WOBBLIES! opens with a kind of prologue, a brief introduction to the advances of the early twentieth century which bridged the arts to progressive thinking. Artist and writer Sabrina Jones (who also contributes other pieces)includes Isadora Duncan, Emma Goldman, Margaret Sanger, Dada, the Ashcan School, , Cubism and more in just a few swirling frames. And this is but the intro. The "chapters" which follow all begin with opening statements by the editors and then delve into the comic book stories. But these have little to do with the "Justice League of America" or "Batman" comics I read as a boy. These are the type of stories and artwork that the genre title 'graphic novel' was created for. Often dark, heavily-outlined frames detail visions of striking workers, mine collapses, factory scenes, picket lines, fat-cat bosses, and free-speech fights. And these are constantly imbedded with the pride of the workers. And with so many contributing artists and writers, there is ample room forevery powerful grain of information.
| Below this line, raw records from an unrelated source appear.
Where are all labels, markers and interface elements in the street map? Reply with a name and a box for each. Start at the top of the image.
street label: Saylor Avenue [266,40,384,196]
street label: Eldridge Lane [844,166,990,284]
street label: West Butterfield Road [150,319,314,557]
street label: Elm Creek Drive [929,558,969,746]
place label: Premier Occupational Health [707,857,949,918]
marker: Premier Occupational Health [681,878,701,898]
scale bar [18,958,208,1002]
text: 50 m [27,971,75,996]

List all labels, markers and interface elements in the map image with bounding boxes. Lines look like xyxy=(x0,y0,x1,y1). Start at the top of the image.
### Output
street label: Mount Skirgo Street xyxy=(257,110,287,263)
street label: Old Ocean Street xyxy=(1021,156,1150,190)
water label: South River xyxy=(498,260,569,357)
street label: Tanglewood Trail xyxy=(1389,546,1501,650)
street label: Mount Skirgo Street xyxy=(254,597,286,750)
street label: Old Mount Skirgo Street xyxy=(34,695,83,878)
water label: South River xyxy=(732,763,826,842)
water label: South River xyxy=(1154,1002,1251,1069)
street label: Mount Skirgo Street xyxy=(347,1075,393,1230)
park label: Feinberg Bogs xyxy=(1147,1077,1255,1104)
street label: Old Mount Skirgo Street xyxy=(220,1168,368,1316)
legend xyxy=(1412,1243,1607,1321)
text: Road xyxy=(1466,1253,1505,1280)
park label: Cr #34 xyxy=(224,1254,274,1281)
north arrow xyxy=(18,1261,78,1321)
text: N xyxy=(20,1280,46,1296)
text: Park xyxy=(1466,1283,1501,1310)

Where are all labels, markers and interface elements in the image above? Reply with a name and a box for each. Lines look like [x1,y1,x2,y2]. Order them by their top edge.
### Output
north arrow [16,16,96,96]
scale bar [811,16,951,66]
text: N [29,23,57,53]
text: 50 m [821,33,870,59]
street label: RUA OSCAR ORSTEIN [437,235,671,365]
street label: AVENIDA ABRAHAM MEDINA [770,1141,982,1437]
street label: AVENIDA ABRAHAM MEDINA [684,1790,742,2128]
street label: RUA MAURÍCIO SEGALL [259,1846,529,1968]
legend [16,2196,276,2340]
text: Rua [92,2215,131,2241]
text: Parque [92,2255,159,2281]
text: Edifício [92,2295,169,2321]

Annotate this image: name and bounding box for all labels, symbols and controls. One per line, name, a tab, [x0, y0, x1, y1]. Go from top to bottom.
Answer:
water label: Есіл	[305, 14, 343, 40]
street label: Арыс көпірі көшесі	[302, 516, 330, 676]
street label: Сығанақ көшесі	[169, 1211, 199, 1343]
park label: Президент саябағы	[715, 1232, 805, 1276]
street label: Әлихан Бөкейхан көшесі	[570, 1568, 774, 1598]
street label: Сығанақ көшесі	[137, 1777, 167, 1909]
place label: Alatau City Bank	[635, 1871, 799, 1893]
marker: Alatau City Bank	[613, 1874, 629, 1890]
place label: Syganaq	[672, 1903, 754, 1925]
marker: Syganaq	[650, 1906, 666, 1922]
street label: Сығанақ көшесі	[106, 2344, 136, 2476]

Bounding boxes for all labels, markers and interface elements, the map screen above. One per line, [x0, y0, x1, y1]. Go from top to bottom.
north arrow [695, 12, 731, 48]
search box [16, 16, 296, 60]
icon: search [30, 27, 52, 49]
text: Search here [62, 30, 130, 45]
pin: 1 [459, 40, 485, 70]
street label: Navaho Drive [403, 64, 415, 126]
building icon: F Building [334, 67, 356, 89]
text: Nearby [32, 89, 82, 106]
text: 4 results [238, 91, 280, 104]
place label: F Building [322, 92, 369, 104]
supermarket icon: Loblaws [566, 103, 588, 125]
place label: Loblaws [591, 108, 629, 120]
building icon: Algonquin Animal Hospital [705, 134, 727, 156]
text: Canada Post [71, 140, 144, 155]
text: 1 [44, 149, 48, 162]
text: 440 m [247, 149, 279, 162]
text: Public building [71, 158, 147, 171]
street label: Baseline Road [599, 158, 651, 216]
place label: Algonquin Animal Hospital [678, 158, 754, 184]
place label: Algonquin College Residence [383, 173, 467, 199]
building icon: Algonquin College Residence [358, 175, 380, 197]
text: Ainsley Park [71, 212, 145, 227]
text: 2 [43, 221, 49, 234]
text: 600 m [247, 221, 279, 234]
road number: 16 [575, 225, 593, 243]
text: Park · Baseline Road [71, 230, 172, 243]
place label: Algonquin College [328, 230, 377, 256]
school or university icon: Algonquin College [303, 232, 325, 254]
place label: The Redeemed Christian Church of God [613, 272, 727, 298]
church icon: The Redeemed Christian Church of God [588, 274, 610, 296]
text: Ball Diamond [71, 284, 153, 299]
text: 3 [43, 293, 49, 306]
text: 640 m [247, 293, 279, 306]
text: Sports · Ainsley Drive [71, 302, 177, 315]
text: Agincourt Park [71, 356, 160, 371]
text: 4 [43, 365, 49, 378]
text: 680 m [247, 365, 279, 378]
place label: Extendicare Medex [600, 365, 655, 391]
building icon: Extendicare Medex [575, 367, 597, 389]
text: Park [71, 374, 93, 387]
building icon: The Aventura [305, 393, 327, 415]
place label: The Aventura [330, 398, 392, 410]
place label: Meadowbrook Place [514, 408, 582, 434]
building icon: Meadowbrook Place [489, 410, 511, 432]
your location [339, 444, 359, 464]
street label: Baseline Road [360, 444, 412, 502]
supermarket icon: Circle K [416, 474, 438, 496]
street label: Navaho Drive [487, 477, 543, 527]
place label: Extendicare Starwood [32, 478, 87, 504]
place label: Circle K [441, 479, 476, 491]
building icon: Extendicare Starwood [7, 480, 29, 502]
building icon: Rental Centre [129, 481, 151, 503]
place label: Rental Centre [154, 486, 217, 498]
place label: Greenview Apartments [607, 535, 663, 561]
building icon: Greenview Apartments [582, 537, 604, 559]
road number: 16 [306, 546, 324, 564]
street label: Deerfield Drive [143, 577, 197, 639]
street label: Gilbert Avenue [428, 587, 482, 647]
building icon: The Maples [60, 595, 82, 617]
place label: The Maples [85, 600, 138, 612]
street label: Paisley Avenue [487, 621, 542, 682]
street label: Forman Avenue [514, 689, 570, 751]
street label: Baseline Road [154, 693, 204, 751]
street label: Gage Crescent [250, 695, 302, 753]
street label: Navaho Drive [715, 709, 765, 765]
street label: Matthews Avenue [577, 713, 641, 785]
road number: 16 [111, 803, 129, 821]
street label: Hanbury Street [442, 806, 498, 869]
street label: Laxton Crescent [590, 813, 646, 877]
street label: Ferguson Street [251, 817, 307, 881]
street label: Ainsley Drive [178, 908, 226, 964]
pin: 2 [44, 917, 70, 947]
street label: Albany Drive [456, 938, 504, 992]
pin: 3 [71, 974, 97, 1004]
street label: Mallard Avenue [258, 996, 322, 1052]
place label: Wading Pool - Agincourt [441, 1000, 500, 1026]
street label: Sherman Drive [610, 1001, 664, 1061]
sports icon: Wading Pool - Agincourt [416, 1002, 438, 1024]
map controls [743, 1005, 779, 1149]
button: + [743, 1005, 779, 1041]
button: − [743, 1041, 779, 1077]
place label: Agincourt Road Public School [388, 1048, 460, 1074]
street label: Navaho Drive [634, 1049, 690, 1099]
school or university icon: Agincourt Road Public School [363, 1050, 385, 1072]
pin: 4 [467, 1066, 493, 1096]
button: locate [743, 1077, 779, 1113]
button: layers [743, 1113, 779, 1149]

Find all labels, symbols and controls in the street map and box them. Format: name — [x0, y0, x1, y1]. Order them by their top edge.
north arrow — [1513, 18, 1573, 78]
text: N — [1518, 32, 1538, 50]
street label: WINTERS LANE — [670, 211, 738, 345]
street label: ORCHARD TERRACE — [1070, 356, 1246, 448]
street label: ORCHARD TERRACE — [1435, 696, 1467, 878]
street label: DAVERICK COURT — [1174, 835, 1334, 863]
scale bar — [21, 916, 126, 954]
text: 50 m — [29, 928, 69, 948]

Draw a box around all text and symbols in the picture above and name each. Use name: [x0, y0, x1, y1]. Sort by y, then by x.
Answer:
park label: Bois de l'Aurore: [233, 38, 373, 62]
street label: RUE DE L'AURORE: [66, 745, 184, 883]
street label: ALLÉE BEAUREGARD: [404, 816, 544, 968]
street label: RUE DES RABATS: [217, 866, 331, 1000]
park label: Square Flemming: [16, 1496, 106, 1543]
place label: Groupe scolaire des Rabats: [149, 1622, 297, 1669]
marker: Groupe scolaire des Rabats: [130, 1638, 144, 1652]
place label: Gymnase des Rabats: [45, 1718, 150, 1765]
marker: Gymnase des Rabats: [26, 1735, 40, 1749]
Surely too numerous to be fully credited here, some of the artists and writers include Carlos Cortez, Mike Alewitz, Fly, Trina Robbins, Sue Coe, Ralph Chaplin, Tom Keough, Jay Kinney, Mike Konopacki, Peter Kuper, Franklin Rosemont, Mac McGill, and bits of Joe Hill and T-Bone Slim, as well as contributions by the editors. And continuous quotes by IWW heavies. The variety of art styles---sketches, inks, traditional cartooning, paints, realism, purposeful distortions, Modernist imagery crossed with youthful enthusiasm and underground edginess---makes for an immediate impact. You will not tire of this reading. And i don't think the kids in your life will either, and that seems to be the whole idea. I am surely going to buy copies for my teenaged nephews and nieces. And for those who are traditionalists, there is also a section on IWW originals. No stone is left unturned.

Buhle and Schulman, in making certain that this collection is not a mere history book, includes a section on more recent IWW struggles, from 1966 till today. Wobblies in SDS are discussed, as well as the IWW's connection to Judi Bari and UCWA. And they also list current contact info the the IWW and a detailed section of source material. Now, if we could just get this same group to put out volumes on every fight the people have waged for social change, we might be able to
influence every child to take a closer look at what's happening in Washington---and their parents' workplace----right now.